As noted above, DHR investigated D.M. as a potential placement for the child. Her home study was favorable. According to the only witness to testify at the trial, the most recent DHR caseworker, Kimberly Holder, the child had stated a preference to remain in the custody of the foster parents. Holder said that she had relayed the child’s preference to D.M., who had responded by saying that she wanted whatever was best for the child, even if that meant that he remained with the fos
*1217 ter parents. Holder further explained that the foster parents did not intend to adopt the child but had agreed to continue to serve as a long-term foster-care placement for the child.Based on the above-stated evidence, the juvenile court rejected D.M. as a placement alternative, thus concluding that no viable alternatives to termination of the father’s parental rights existed. In support of the conclusion that no viable alternatives existed, the judgment recites the fact that the child prefers to remain in long-term foster care with the foster parents. The juvenile court’s judgment also states that the child had never met D.M. However, the record contains no testimony from Holder to that effect, and, in fact, the father testified in his deposition that D.M. had established some type of relationship with the child at some point. Thus, the juvenile court’s finding that D.M. had never met the child is not supported by clear and convincing evidence, and we will not consider that finding as a basis for the juvenile court’s rejection of D.M. as a viable alternative.
Thus, we are confronted with the question whether the existence of D.M. as a potentially viable placement alternative prevents the termination of the father’s parental rights. There is no question that the reunification of the father and the child is not a foreseeable possibility. The father does not challenge the establishment of grounds to terminate his parental rights, and his long-term imprisonment virtually guarantees that he will not be in a position to serve as a the child’s parent for the foreseeable future. In such a case, is the fact that a possible alternative placement might exist sufficient to prevent termination of a parent’s parental rights?

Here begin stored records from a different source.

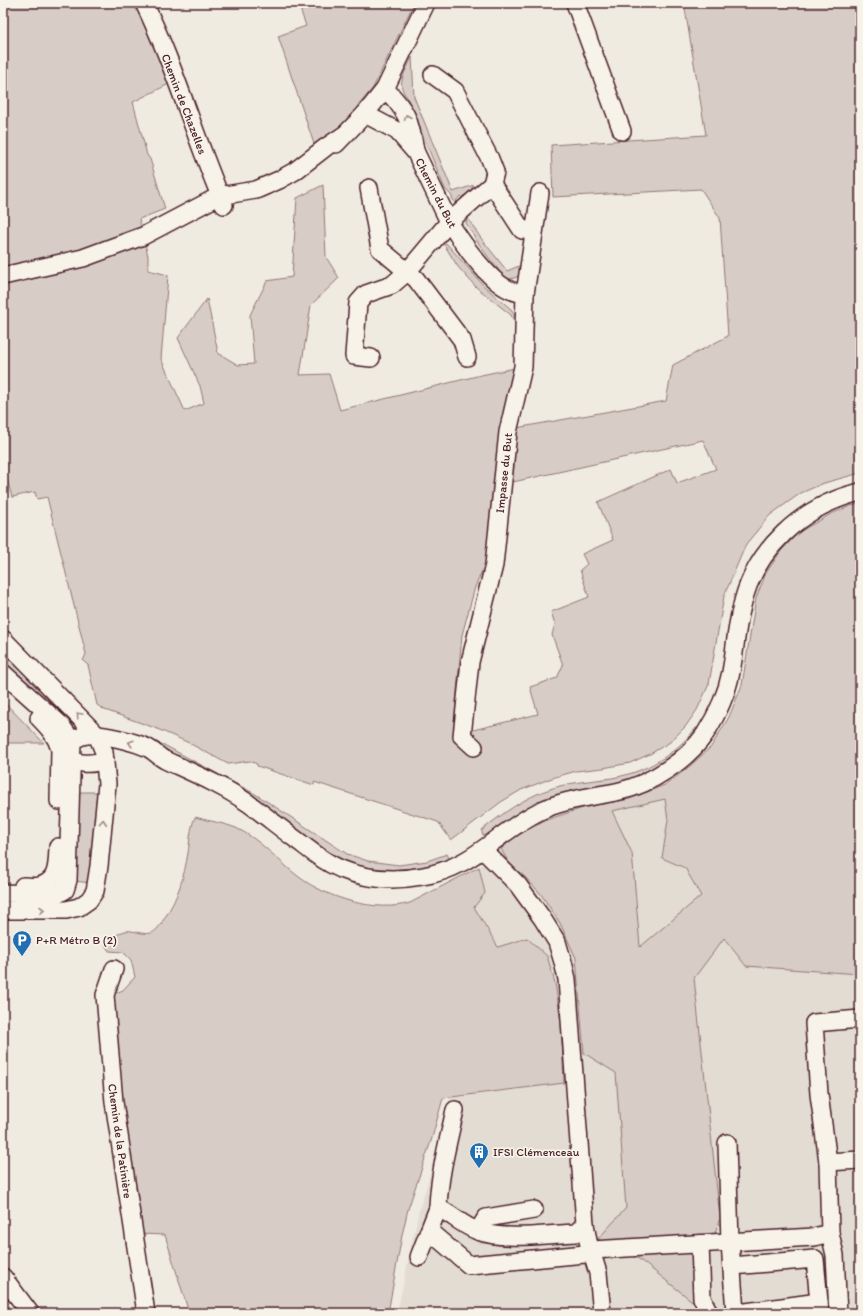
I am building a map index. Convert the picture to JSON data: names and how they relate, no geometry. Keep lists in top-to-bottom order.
{
  "streets": {
    "street": [
      "Chemin de Chazelles",
      "Chemin du But",
      "Impasse du But",
      "Chemin de la Patinière"
    ]
  },
  "crossings": [
    ["Chemin du But", "Impasse du But"]
  ],
  "places": {
    "parking": ["P+R Métro B (2)"],
    "building": ["IFSI Clémenceau"]
  }
}
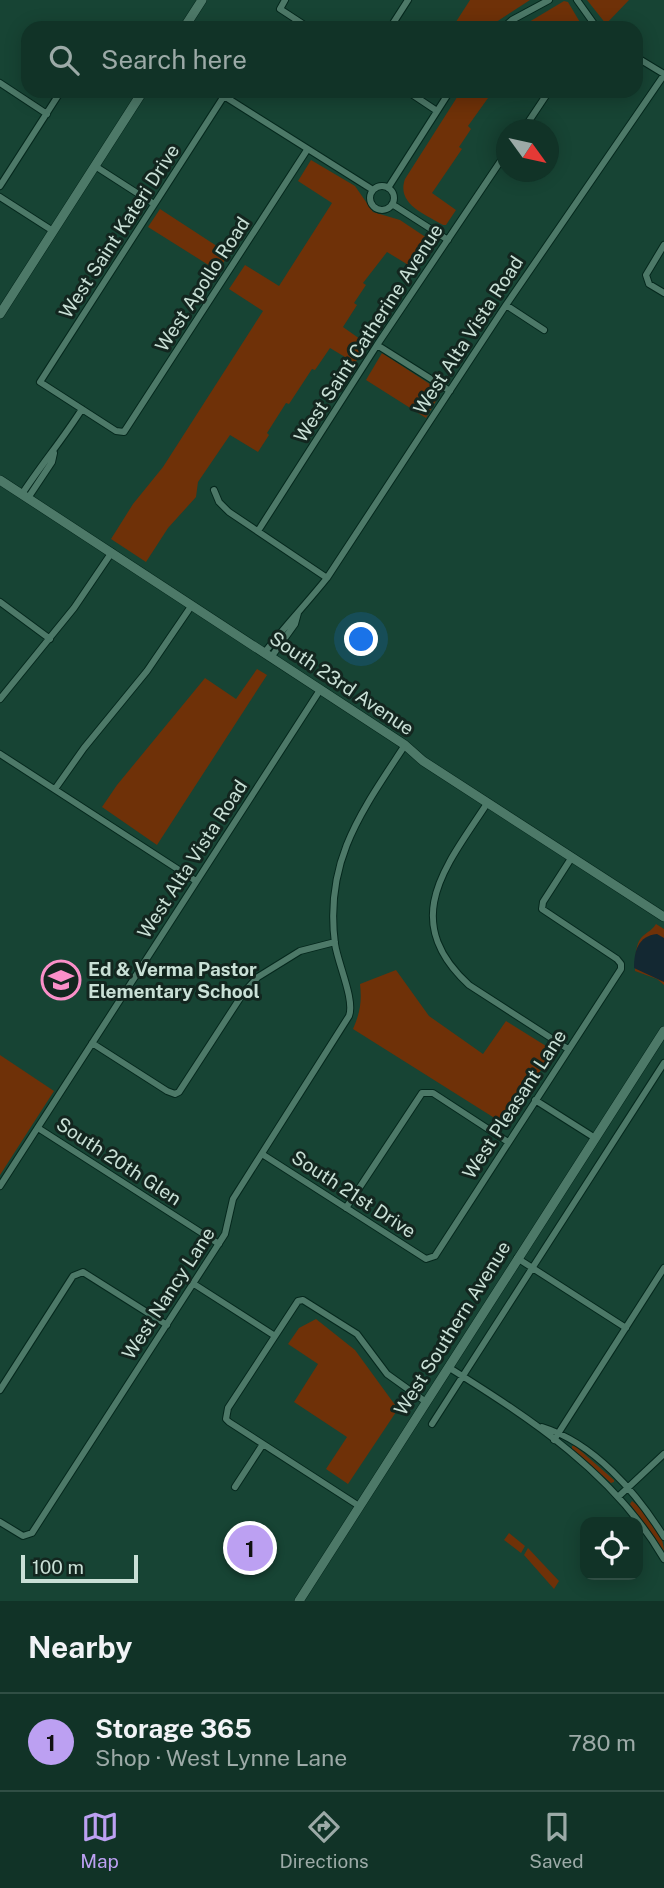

In D.M.P. v. State Department of Human Resources, 871 So.2d 77, 94 (Ala.Civ.App.2003), then Judge Murdock authored a plurality opinion in which one Judge concurred and three Judges concurred in the result and concluded that the existence of a viable alternative was not an absolute bar to termination of parental rights in cases in which the parent was shown to be “irremediably unfit.” He reasoned that the basis for the requirement that viable alternatives be pursued before the termination of parental rights grew out of the strict-scrutiny analysis that had to be applied to any state action interfering with the fundamental right of a parent to the care, custody, and companionship of his or her child. D.M.P., 871 So.2d at 92. He posited that
“if there is a custodial arrangement that is viable — that is, a custodial arrangement involving a fit custodian who can provide a stable environment meeting the child’s physical, financial, and emotional needs pending the rehabilitation/ reunification process12 — the teaching of Roe [v. Conn, 417 F.Supp. 769 (M.D.Ala.1976),] and Miller [v. Alabama Department of Pensions & Security, 374 So.2d 1370 (Ala.Civ.App.1979),] is that this alternative must be pursued. This result is dictated by and consistent with the application of the two prongs of strict-scrutiny analysis (‘compelling state interest’ and ‘less drastic measures’) and with the State’s ultimate concern for the best interests of the child. It is consistent with the latter because of the legal presumption that a child’s best interest and welfare are served by remaining in the custody of a fit parent.13 Also, this result is consistent with the scheme contemplated by Ala.Code 1975, § 12-15-65, § 12-15-71, and § 26-18-7 and with many of our caselaw pronouncements concerning so-called ‘viable alternatives.’ See, e.g., Ex parte State Dep’t of Human Res., 624 So.2d 589, 592-93 (Ala.1993) (‘[W]hen the State is petitioning to ter
*1218 minate parental rights, the trial court must find from clear and convincing evidence that the child is dependent and ... the court must determine whether all viable alternatives to termination have been explored.’ (emphasis added)); Ex parte Ogle, 516 So.2d 243, 244 (Ala.1987) (noting that a schizophrenic parent was making progress towards rehabilitation, but was not yet capable of assuming custody of the child, and explaining that ‘[b]efore parental rights may be terminated, all viable alternatives to termination of those rights must be examined to ensure that there is no less drastic measure available’); Moore v. State Dep’t of Pensions & Sec., 470 So.2d 1269, 1270 (Ala.Civ.App.1985) (‘If dependency is found, the court must then find that there exists no viable alternative to termination of the parent’s custodial rights.’ (citing Glover v. Alabama Dep’t of Pensions & Sec., 401 So.2d 786 (Ala.Civ.App.1981) (emphasis added))); see also M.H. v. Calhoun County Dep’t of Human Res., 848 So.2d 1011, 1013 (Ala.Civ.App.2002) (the trial court must ‘determine that there exists no alternative to termination’ (emphasis added)); M.H.J. v. State Dep’t of Human Res., 785 So.2d 372 (Ala.Civ.App.2000) (same); W.F. v. State Dep’t of Human Res., 704 So.2d 483 (Ala.Civ.App.1997) (same); L.A.G. v. State Dep’t of Human Res., 681 So.2d 596, 598 (Ala.Civ.App.1996) (‘the court must consider and reject all alternatives to termination of parental rights’).“Conversely, where it is demonstrated that the parents are not capable of being rehabilitated or that the ‘conduct or condition’ of the parents that makes them unfit to retain custody of their children ‘is unlikely to change in the foreseeable future’ or where, as explained above, reunification is otherwise not an appropriate goal, obviously no alternative can be considered viable to the end of returning the child to a normal custodial relationship with his or her parent. The State’s failure, therefore, to pursue some alternative to termination that might exist in such a case would not necessarily14 be fatal to its petition for termination of a parent’s rights.15 This understanding of viable alternatives likewise has been well recognized in our cases.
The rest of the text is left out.